WORK TO COMPLETE:
Tally the lines in the listing below that contain "bottom" and report the tally alone.

DATA SEGMENT:
---

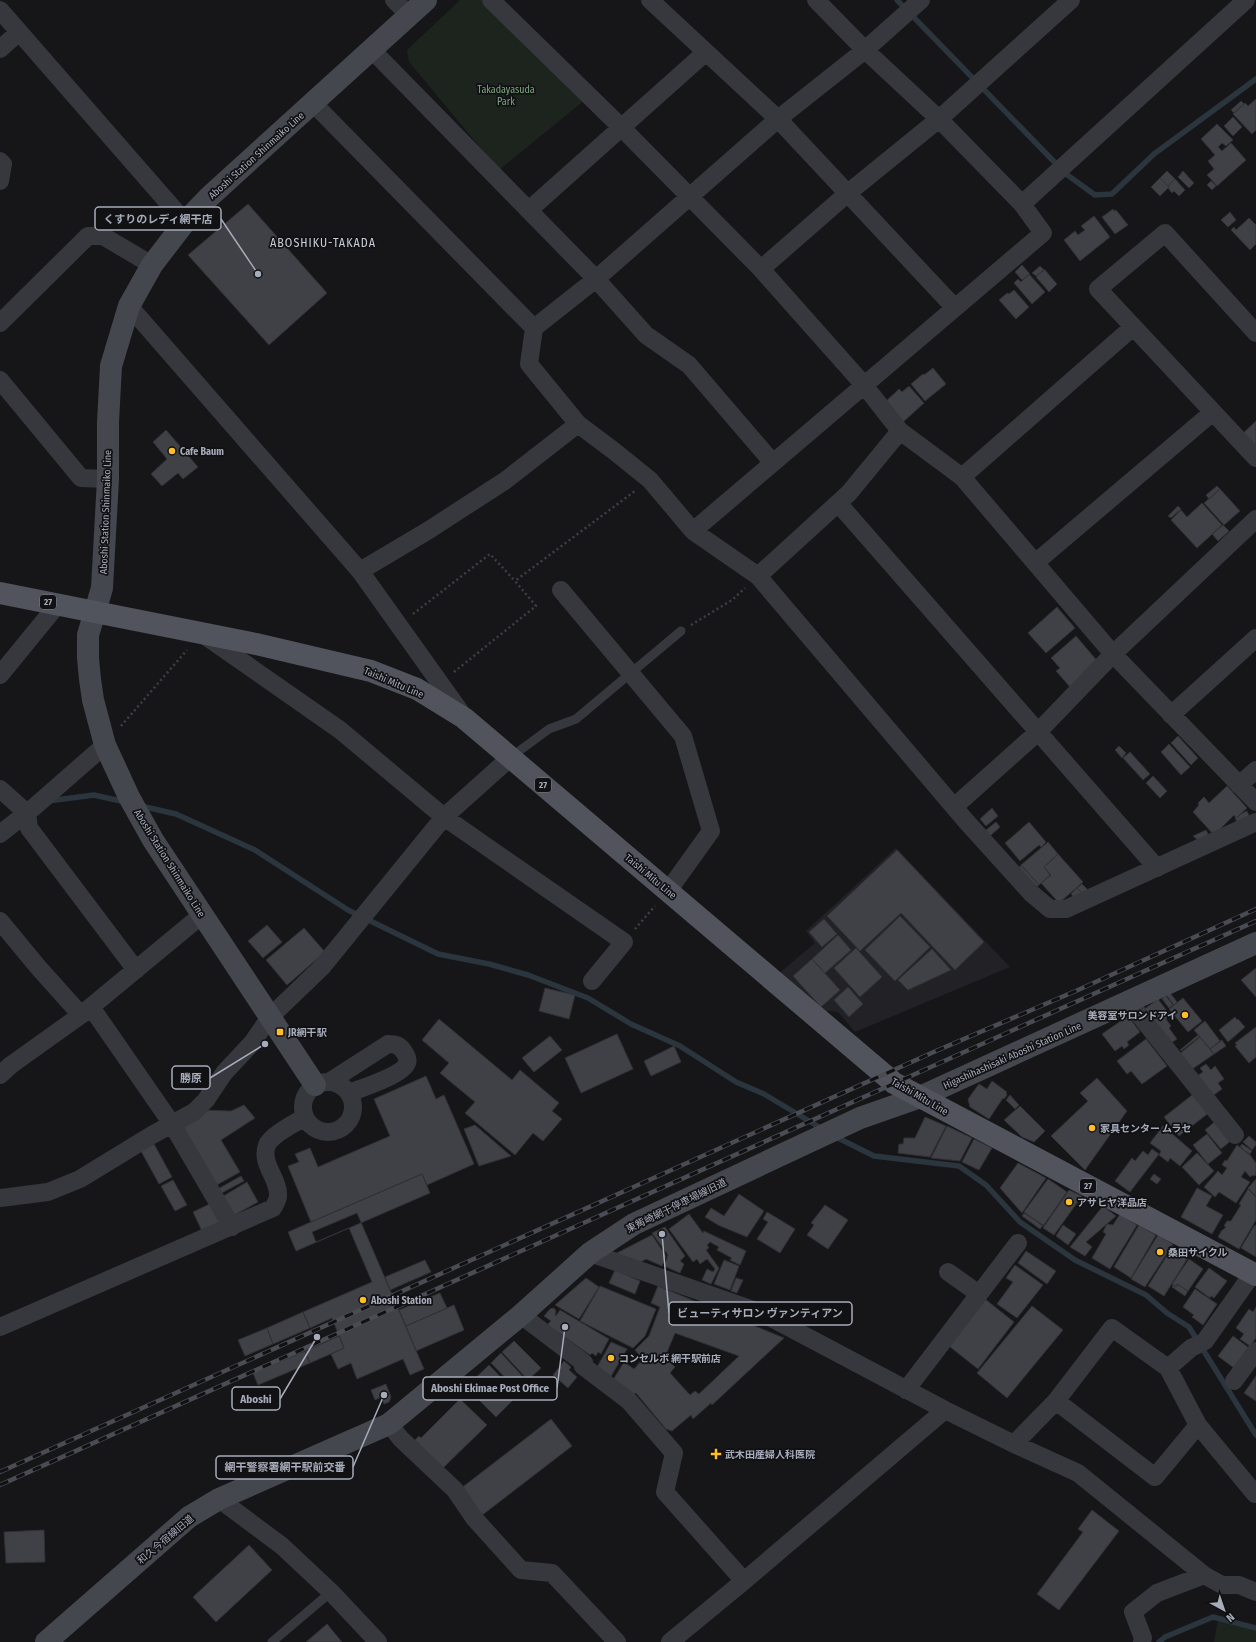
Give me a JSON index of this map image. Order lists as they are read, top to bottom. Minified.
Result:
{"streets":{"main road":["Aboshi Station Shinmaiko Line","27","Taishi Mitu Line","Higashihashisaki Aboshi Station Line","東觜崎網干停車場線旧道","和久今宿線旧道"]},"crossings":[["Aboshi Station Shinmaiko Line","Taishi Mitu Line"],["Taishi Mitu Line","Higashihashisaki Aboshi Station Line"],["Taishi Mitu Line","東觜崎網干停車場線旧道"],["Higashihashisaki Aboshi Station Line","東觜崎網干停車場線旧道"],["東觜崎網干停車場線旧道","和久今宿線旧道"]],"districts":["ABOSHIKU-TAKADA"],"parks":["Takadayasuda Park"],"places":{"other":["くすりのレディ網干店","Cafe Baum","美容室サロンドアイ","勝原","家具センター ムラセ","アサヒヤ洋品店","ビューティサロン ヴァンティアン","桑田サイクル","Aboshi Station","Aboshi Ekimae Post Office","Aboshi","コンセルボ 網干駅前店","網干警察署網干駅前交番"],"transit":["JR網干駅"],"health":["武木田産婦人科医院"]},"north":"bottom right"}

---

SOLUTION:
2